Dann würde dir dieses Kapitel das Fundament legen: Klarheit über Ziele, Methode und Denkweise – damit du vom ersten Tag an sicher auf wissenschaftlichem Boden arbeitest.

Zur Beantwortung der Frage nach dem, was Wissenschaft eigentlich ist, gehe ich zunächst auf die Definition und die Ziele der Wissenschaft ein, gefolgt von einem Blick auf das Durcheinander der wissenschaftlichen Disziplinen und deren Zuordnungen, um dann auf die Suche nach der wissenschaftlichen Methode an sich zu gehen, deren Merkmale Objektivität, Nachvollziehbarkeit und Überprüfbarkeit sein sollen.

1.1 Definition und Ziele der Wissenschaft

Ich formuliere es so: Wissenschaft lässt sich als systematische Methode zur Erkenntnisgewinnung definieren.

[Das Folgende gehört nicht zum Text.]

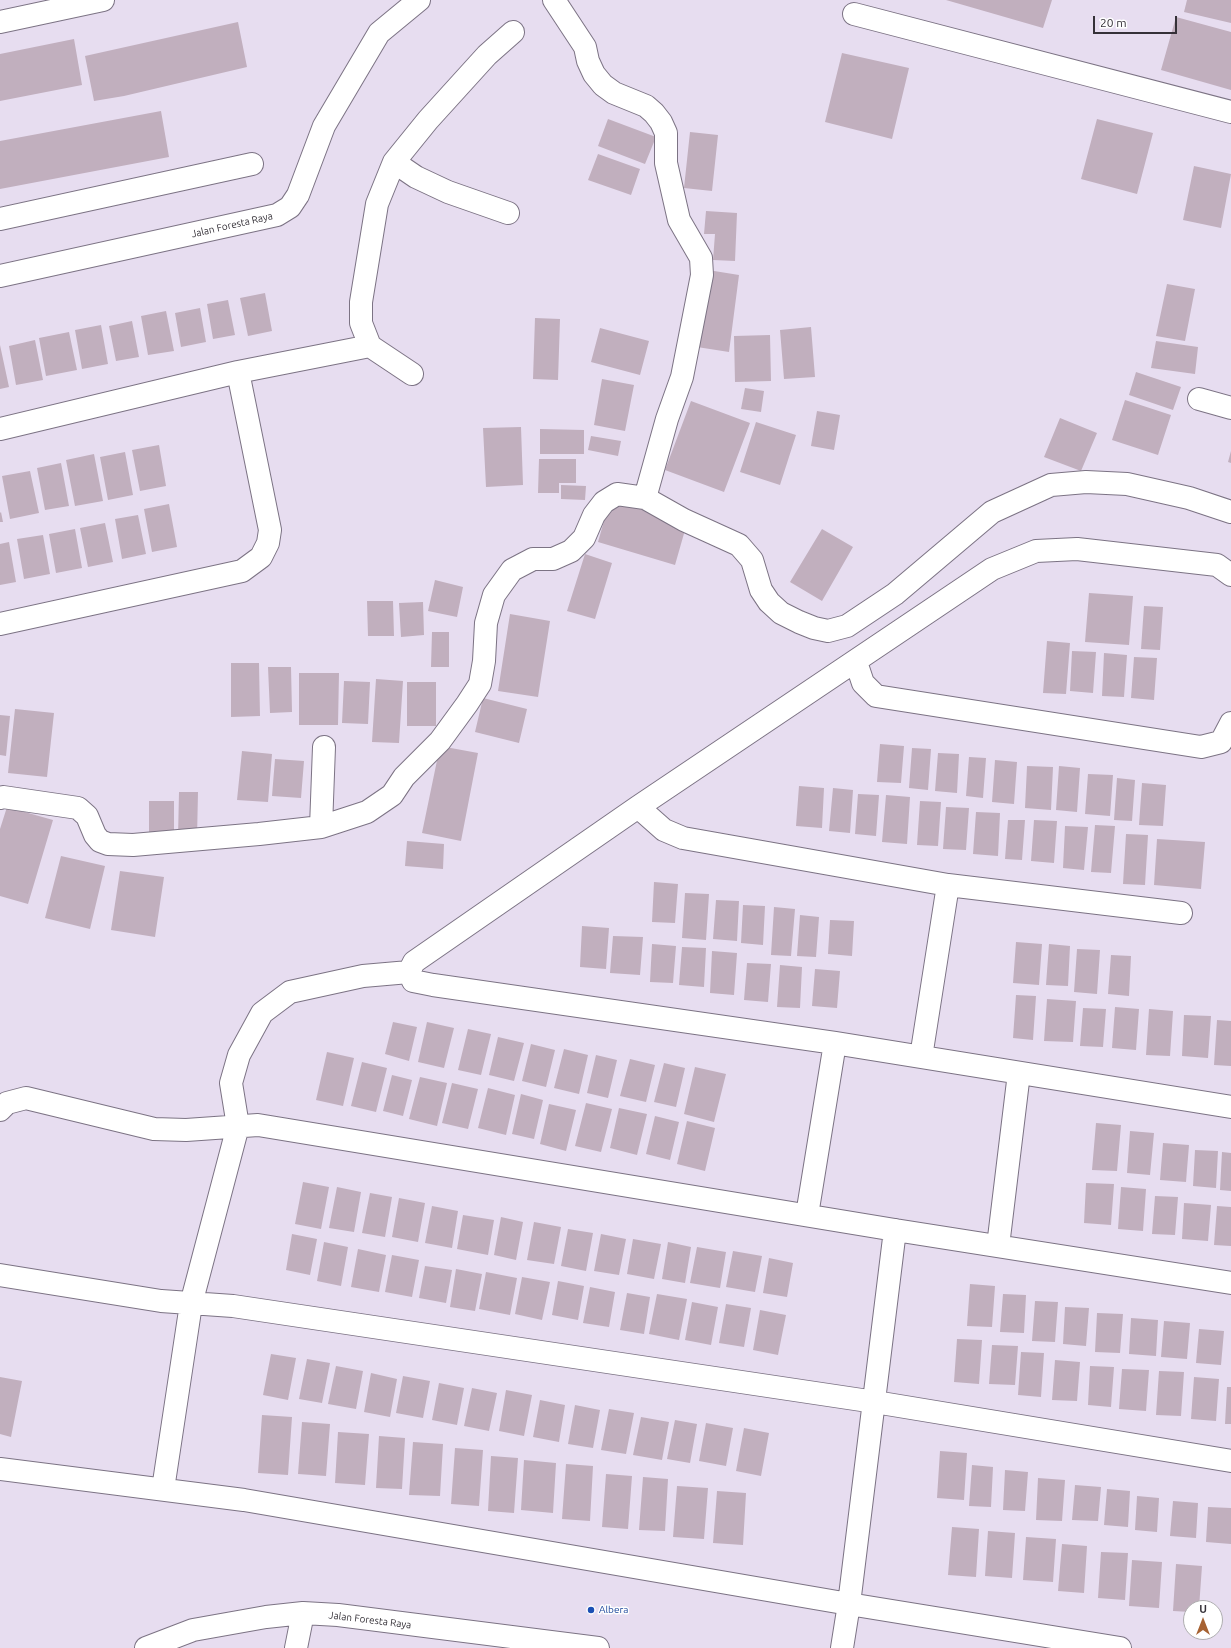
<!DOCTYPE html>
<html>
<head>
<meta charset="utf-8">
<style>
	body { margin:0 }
	#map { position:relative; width:1231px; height:1648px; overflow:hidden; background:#e7ddf0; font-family:Ubuntu,sans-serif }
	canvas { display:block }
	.north { position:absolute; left:1183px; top:1600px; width:40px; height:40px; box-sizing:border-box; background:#fff; border:1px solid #aeadaf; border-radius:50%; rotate:0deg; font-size:11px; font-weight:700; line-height:16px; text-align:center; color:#353138 }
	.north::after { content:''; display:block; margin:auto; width:14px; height:18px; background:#a66232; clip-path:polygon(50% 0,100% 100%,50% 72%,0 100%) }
	.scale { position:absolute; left:1093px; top:16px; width:84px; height:18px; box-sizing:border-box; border:2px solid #353138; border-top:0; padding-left:5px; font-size:12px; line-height:14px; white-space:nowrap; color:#353138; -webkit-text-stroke:3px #fff; paint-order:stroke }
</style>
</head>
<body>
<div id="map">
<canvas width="1231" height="1648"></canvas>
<div class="north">U</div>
<div class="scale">20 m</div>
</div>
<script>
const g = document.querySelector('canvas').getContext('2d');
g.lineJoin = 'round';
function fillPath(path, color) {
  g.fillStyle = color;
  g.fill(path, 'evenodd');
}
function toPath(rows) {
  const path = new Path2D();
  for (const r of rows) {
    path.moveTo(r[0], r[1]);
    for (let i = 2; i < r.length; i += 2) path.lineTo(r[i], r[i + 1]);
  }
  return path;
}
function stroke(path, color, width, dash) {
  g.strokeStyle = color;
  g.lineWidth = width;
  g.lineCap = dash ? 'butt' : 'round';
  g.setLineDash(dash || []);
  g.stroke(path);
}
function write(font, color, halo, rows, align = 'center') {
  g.font = font + ' Ubuntu,sans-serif';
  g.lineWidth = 3;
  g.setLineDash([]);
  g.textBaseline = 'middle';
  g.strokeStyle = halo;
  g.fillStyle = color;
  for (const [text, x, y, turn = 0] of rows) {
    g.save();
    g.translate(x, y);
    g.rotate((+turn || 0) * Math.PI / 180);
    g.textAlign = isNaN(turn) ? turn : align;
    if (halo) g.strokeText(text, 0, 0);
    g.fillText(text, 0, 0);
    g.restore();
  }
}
fillPath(toPath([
	[946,0,1052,0,1043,28],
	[1187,0,1231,0,1231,23,1184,12],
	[1176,17,1231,32,1231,90,1161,70],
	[238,22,247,67,124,96,94,101,85,56],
	[74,39,82,85,0,101,0,54],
	[842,53,909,68,892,139,825,122],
	[161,111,169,157,0,189,0,141],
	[608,119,656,137,645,164,598,146],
	[1097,119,1153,133,1137,194,1081,179],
	[690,132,718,135,712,191,684,188],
	[598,154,640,169,631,195,588,180],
	[1194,166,1231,174,1221,228,1183,220],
	[706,211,737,213,735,261,713,260,715,234,704,234],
	[708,270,739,275,729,352,697,347],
	[1167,284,1195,289,1185,341,1156,336],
	[265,293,272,331,248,336,240,298],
	[228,300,235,335,213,339,207,304],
	[200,308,206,342,181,347,175,313],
	[166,311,174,351,148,355,141,316],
	[535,318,560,319,558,380,533,379],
	[132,321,139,357,116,361,109,326],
	[101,325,108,364,82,369,75,330],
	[811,327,815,377,784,379,780,330],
	[600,328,649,341,640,375,591,362],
	[69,332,77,370,46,376,39,338],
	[770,335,771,381,735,382,734,336],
	[35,340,43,380,16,385,9,346],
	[1156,341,1198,347,1195,374,1151,368],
	[0,345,9,387,0,389],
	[1136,372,1181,387,1173,410,1129,395],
	[602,379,634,385,625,431,594,425],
	[745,388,764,391,761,412,741,409],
	[1125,400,1171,415,1158,455,1112,440],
	[691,401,750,423,724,492,665,470],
	[817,411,840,415,834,450,811,446],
	[1060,418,1097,433,1081,471,1044,457],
	[756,422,796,435,780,485,740,472],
	[521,427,523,485,486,487,483,428],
	[540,429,584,430,584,454,540,454],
	[591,436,621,441,618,456,588,450],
	[159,445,166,486,140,491,132,450],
	[1231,451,1231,463,1228,462],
	[125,452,133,495,108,500,100,457],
	[94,454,103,501,75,506,66,460],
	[539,459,576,459,576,483,559,483,559,493,538,493],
	[61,463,69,506,45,510,37,468],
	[30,471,39,513,10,519,2,476],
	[561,485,586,486,585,500,561,499],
	[610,500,687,523,675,565,598,542],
	[169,504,177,547,152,552,144,509],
	[1,512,3,522,0,522,0,513],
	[138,515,146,554,122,559,115,519],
	[105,523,113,562,88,567,80,528],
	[75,529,82,568,56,573,49,534],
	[822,529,853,547,822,601,790,582],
	[43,535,50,574,24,579,17,539],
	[9,542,16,582,0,585,0,544],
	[585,554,612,563,595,619,567,611],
	[435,580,463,587,457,617,428,611],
	[1089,593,1133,596,1129,645,1085,642],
	[367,601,393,601,394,636,368,636],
	[423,602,424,635,401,637,399,603],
	[1144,606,1163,607,1160,650,1141,649],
	[510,614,550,621,538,697,498,691],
	[432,632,449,632,449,667,431,667],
	[1047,641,1070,643,1066,694,1043,693],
	[1072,651,1096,652,1093,693,1070,691],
	[1104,653,1127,655,1124,697,1102,696],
	[1134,657,1157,658,1154,700,1131,698],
	[231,663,259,663,260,716,231,717],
	[268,667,291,667,292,712,270,713],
	[299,673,339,673,338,725,299,725],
	[376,679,403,681,399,743,372,742],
	[344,681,370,682,368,724,342,723],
	[407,682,436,682,436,726,407,726],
	[483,698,527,709,519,743,475,732],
	[15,709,54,713,47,777,8,773],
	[0,715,10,716,6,756,0,755],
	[880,744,904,746,901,783,877,782],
	[440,746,478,753,461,841,422,833],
	[912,748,931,749,928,790,909,788],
	[242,751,272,754,268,802,237,800],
	[938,753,959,754,957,793,935,791],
	[969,757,986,758,983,798,966,796],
	[275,759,304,761,301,798,272,796],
	[995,760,1017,762,1014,804,992,802],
	[1027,766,1053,767,1051,810,1025,808],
	[1059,766,1080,768,1077,812,1056,810],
	[1088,774,1113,775,1110,816,1085,814],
	[1117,778,1135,780,1132,821,1114,820],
	[1142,783,1166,785,1163,826,1139,825],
	[799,786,824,788,822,828,796,826],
	[833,788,853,790,850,833,829,831],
	[179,792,198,792,197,838,178,838],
	[858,794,879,795,876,836,855,834],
	[886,795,910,797,907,844,882,842],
	[149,801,174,801,174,835,149,835],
	[920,801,941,802,938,846,917,845],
	[7,807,53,820,28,904,0,896,0,829],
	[946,807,969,808,966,850,943,849],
	[976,812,1000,813,998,856,973,854],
	[1008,820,1025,820,1022,860,1005,859],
	[1034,820,1057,821,1054,863,1031,861],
	[1095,825,1115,826,1111,873,1091,872],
	[1065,826,1088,827,1084,870,1063,868],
	[1126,834,1148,835,1145,885,1123,884],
	[1157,839,1205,842,1201,889,1154,885],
	[407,841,444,844,443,869,405,866],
	[61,856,105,866,90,929,45,918],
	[120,871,164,877,155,937,111,930],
	[654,882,678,884,675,923,652,922],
	[685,893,709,894,706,940,682,938],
	[716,900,739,901,737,941,713,939],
	[743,905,765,906,763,945,741,943],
	[774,907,795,909,791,956,771,955],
	[800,915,819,917,816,957,797,956],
	[830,920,854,921,852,956,828,954],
	[582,926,609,928,606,969,580,967],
	[613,936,643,937,640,975,610,973],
	[1016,942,1042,944,1039,985,1013,983],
	[652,944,676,946,673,983,650,982],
	[1049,944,1070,946,1068,986,1046,985],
	[682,947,706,948,704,987,679,985],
	[1077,949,1100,950,1097,994,1074,992],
	[712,951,737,953,734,995,710,993],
	[1111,955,1131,956,1129,996,1108,994],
	[747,963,771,964,768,1002,744,1000],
	[780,965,802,967,800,1008,777,1007],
	[815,969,840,971,837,1008,812,1006],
	[1016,995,1036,996,1033,1040,1013,1038],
	[1047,999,1076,1001,1073,1042,1044,1041],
	[1115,1007,1139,1009,1136,1050,1112,1048],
	[1083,1008,1106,1009,1103,1047,1080,1046],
	[1149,1009,1173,1011,1170,1056,1146,1055],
	[1184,1015,1211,1016,1208,1058,1182,1056],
	[1217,1020,1231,1021,1231,1066,1214,1065],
	[393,1022,417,1027,409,1061,385,1054],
	[427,1022,454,1028,444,1068,418,1062],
	[468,1029,491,1034,481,1075,458,1070],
	[498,1037,524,1043,514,1081,489,1075],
	[531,1044,555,1050,546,1087,522,1081],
	[564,1049,588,1055,579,1094,554,1088],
	[327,1052,354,1058,343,1106,316,1100],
	[596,1055,617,1060,608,1098,587,1093],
	[630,1059,655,1065,646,1102,620,1096],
	[362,1062,387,1068,376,1112,351,1106],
	[664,1063,685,1068,676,1107,654,1102],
	[695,1067,726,1074,714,1122,684,1114],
	[392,1075,412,1080,403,1116,383,1111],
	[420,1077,447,1083,437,1126,409,1119],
	[452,1083,478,1089,468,1129,442,1123],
	[488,1088,515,1095,506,1135,478,1128],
	[521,1094,543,1100,534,1139,512,1134],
	[586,1103,612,1109,601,1152,575,1146],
	[549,1104,576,1110,566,1151,540,1144],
	[619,1108,647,1114,637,1155,610,1148],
	[655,1116,679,1122,670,1160,646,1154],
	[687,1121,715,1128,705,1171,677,1164],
	[1096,1123,1121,1125,1117,1171,1092,1170],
	[1130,1131,1154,1133,1150,1175,1127,1173],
	[1163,1143,1189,1145,1186,1182,1160,1180],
	[1195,1150,1218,1151,1216,1188,1193,1186],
	[1222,1152,1231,1153,1231,1191,1220,1190],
	[303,1182,329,1187,321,1229,295,1224],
	[1086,1183,1114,1184,1111,1225,1084,1223],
	[337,1187,361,1192,354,1232,329,1228],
	[1121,1187,1146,1189,1143,1231,1118,1229],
	[370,1193,392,1197,385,1237,362,1233],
	[1155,1196,1178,1197,1175,1235,1152,1234],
	[399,1198,425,1203,418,1242,392,1237],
	[1184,1203,1211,1205,1208,1241,1182,1239],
	[432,1206,458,1211,452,1248,425,1243],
	[1217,1206,1231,1207,1231,1246,1214,1245],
	[463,1215,494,1220,488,1255,457,1249],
	[501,1217,523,1222,516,1260,494,1255],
	[534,1222,561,1227,554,1264,527,1260],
	[568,1229,593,1233,586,1271,561,1266],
	[292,1234,317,1239,310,1275,286,1270],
	[601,1234,626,1239,619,1275,594,1271],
	[633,1239,661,1244,654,1279,627,1274],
	[324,1242,348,1247,341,1286,317,1281],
	[668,1242,691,1247,685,1283,662,1279],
	[697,1247,726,1252,720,1288,690,1283],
	[358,1249,386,1255,379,1292,351,1287],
	[733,1251,762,1256,755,1292,726,1287],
	[392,1255,419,1260,412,1297,385,1292],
	[769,1258,793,1263,787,1297,763,1293],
	[425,1266,452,1270,446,1303,419,1298],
	[456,1269,482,1274,475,1311,450,1307],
	[486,1272,517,1278,510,1315,479,1309],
	[522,1277,550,1282,542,1320,515,1314],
	[558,1281,584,1286,578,1320,552,1315],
	[970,1284,995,1286,992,1327,967,1326],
	[590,1287,615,1292,609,1327,583,1323],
	[627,1293,650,1297,644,1334,620,1330],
	[657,1294,687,1299,679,1340,649,1334],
	[1003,1294,1026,1295,1024,1333,1000,1332],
	[1035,1301,1058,1302,1055,1342,1032,1341],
	[692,1302,718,1307,711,1345,685,1340],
	[726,1304,751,1308,744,1347,719,1343],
	[1065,1307,1089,1308,1086,1346,1063,1344],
	[760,1310,786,1315,778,1355,753,1350],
	[1097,1313,1123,1314,1120,1353,1095,1352],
	[1131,1318,1158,1320,1156,1356,1129,1354],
	[1164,1321,1190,1323,1187,1359,1161,1357],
	[1199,1329,1224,1331,1221,1365,1196,1363],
	[957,1339,982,1340,979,1384,954,1382],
	[992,1345,1018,1346,1015,1385,989,1384],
	[1021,1352,1044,1353,1041,1397,1018,1395],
	[271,1354,296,1358,288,1400,263,1395],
	[307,1359,330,1363,322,1403,299,1399],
	[1055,1360,1080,1362,1077,1401,1052,1400],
	[336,1366,363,1371,356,1409,328,1404],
	[1090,1366,1114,1367,1111,1407,1088,1405],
	[1122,1369,1149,1370,1146,1411,1119,1409],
	[1159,1371,1184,1372,1181,1416,1156,1415],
	[371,1373,397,1379,390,1417,364,1412],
	[403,1376,430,1381,423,1418,396,1413],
	[0,1377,22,1381,11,1437,0,1434],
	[1194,1377,1219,1379,1216,1421,1191,1419],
	[439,1383,464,1388,457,1425,432,1420],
	[1227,1387,1231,1387,1231,1424,1225,1424],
	[472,1388,497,1393,489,1431,464,1426],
	[506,1390,532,1395,524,1436,499,1431],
	[540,1400,565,1405,559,1442,533,1437],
	[575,1405,600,1410,593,1448,568,1444],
	[609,1409,634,1413,626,1454,601,1450],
	[262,1415,292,1417,288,1475,258,1473],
	[641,1417,669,1422,662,1460,633,1455],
	[675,1420,697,1424,690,1463,667,1459],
	[302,1422,330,1424,326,1476,298,1474],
	[706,1423,733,1428,726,1466,699,1461],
	[744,1428,769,1433,761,1476,736,1471],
	[338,1432,369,1434,365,1485,335,1483],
	[379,1436,405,1438,402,1489,376,1488],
	[413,1442,443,1444,440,1496,409,1495],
	[455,1448,483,1450,479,1506,451,1504],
	[940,1451,967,1453,964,1500,937,1498],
	[491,1456,518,1458,514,1513,488,1511],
	[524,1460,556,1463,553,1513,521,1510],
	[566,1464,593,1466,590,1521,562,1519],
	[972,1465,993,1467,991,1507,969,1506],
	[1005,1470,1028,1472,1025,1511,1003,1510],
	[606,1474,632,1476,628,1529,602,1527],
	[643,1477,668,1479,665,1531,639,1530],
	[1038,1478,1065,1480,1062,1521,1036,1520],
	[1075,1485,1101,1487,1098,1521,1072,1520],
	[677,1486,708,1488,704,1539,673,1537],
	[1107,1489,1130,1491,1128,1527,1104,1525],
	[717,1491,746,1493,743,1545,713,1543],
	[1137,1496,1159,1498,1157,1532,1135,1530],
	[1173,1501,1198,1503,1196,1538,1170,1536],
	[1208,1507,1231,1508,1231,1544,1206,1542],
	[952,1527,979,1529,976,1577,948,1575],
	[988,1531,1015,1533,1012,1578,985,1576],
	[1026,1537,1056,1539,1053,1582,1023,1580],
	[1062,1544,1087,1546,1084,1593,1058,1591],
	[1101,1552,1128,1553,1125,1600,1098,1598],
	[1132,1560,1162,1562,1159,1608,1129,1606],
	[1176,1564,1202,1566,1199,1608,1191,1608,1191,1612,1173,1611]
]), '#c1afbe');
const street = toPath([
	[854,14,1231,112],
	[0,22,103,0],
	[394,162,416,177,448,192,508,213],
	[0,219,252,164],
	[0,276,277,215,290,207,298,195,324,126,379,33,419,0],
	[370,346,412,374],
	[1199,399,1231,408],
	[0,429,238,372,370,346,361,323,361,302,377,204,394,162,428,120,487,55,513,32],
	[645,498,684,520,739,545,752,560,761,590,769,602,781,613,799,622,814,628,828,631,847,626,895,594,992,512,1051,485,1086,482,1127,484,1189,498,1231,512],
	[1231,575,1217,565,1077,549,1036,551,992,569,638,807,414,962,409,972,413,981,433,985,835,1043,1231,1107],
	[0,624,242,571,261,557,268,543,270,530,238,372],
	[856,662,863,683,876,696,1201,747,1221,742,1231,723],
	[0,798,3,797,78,808,87,816,95,835,100,841,108,844,133,845,259,834,321,827,367,812,392,795,404,777,440,741,467,704,480,684,484,661,486,623,494,595,512,570,533,559,553,559,571,551,584,538,594,515,604,502,617,494,645,498,667,419,682,377,702,275,701,258,679,220,666,163,666,133,661,122,654,113,646,106,614,93,603,85,594,74,588,61,585,47,554,0],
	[638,807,664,830,683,838,948,885,1181,913],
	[321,827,324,747],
	[921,1057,948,885],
	[0,1110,7,1103,26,1098,154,1129,186,1130,258,1125,895,1230,1231,1283],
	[807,1215,835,1043],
	[998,1246,1019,1073],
	[0,1275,161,1301,233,1306,875,1402,1231,1461],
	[0,1469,244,1500,849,1604,1120,1648],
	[163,1489,191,1304,238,1126,231,1083,239,1055,262,1013,290,992,363,976,409,972],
	[146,1648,193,1630,266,1617,303,1613,338,1615,598,1648],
	[296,1648,303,1613],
	[842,1648,849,1604,895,1230]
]);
stroke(street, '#7c7384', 24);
stroke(street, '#fff', 22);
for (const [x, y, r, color] of [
	[591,1610,4,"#1a4fb4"]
]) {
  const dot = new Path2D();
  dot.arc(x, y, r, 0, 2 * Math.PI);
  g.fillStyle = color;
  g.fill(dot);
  stroke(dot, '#fff', 1.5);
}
write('10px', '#353138', '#fff', [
	["Jalan Foresta Raya",232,225,-13],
	["Jalan Foresta Raya",370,1620,7]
]);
write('10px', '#164399', '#fff', [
	["Albera",599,1610]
], 'left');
</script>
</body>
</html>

Es geht also um neues Wissen, das gewonnen werden soll – nicht nur um Zusammenfassung bereits vorhandenen Wissens. Das mögen Wissenschaftsjournalisten tun, sie greifen Ergebnisse auf und diskutieren ihr Zustandekommen, halten gegebenenfalls andere Ergebnisse dem entgegen.

Mit unserer Wissenschaft wollen wir die uns umgebende Welt verstehen, erklären, und womöglich sogar vorhersagen.

Das Besondere der Wissenschaft ist ihre systematische Vorgehensweise: Es werden Beobachtungen gemacht, danach werden Hypothesen formuliert. Es werden Daten gesammelt und analysiert, um schließlich Theorien aufzustellen oder anzupassen.

Wissenschaftliche Erkenntnisse sind dynamisch; sie entwickeln und verändern sich mit neuen Daten und Perspektiven. Das ist wie ein Spiel, aber nicht ein zufälliges Spiel, sondern eines nach Regeln.

Zu unseren Zielen als Wissenschaftler gehört es, konsistente, zuverlässige und objektive Antworten auf Fragen zu finden, die unser Verständnis für physische, biologische, psychologische, soziale, wirtschaftliche, politische, juristische und andere Phänomene erweitern.

Die Wissenschaft wird dabei aber nicht immer endgültige Antworten liefern können. Vielmehr ist sie ein fortlaufender Prozess der Annäherung an „die Wahrheit“, wobei Verständnis und Erklärungen mit der Zeit verfeinert und manchmal auch grundlegend geändert werden.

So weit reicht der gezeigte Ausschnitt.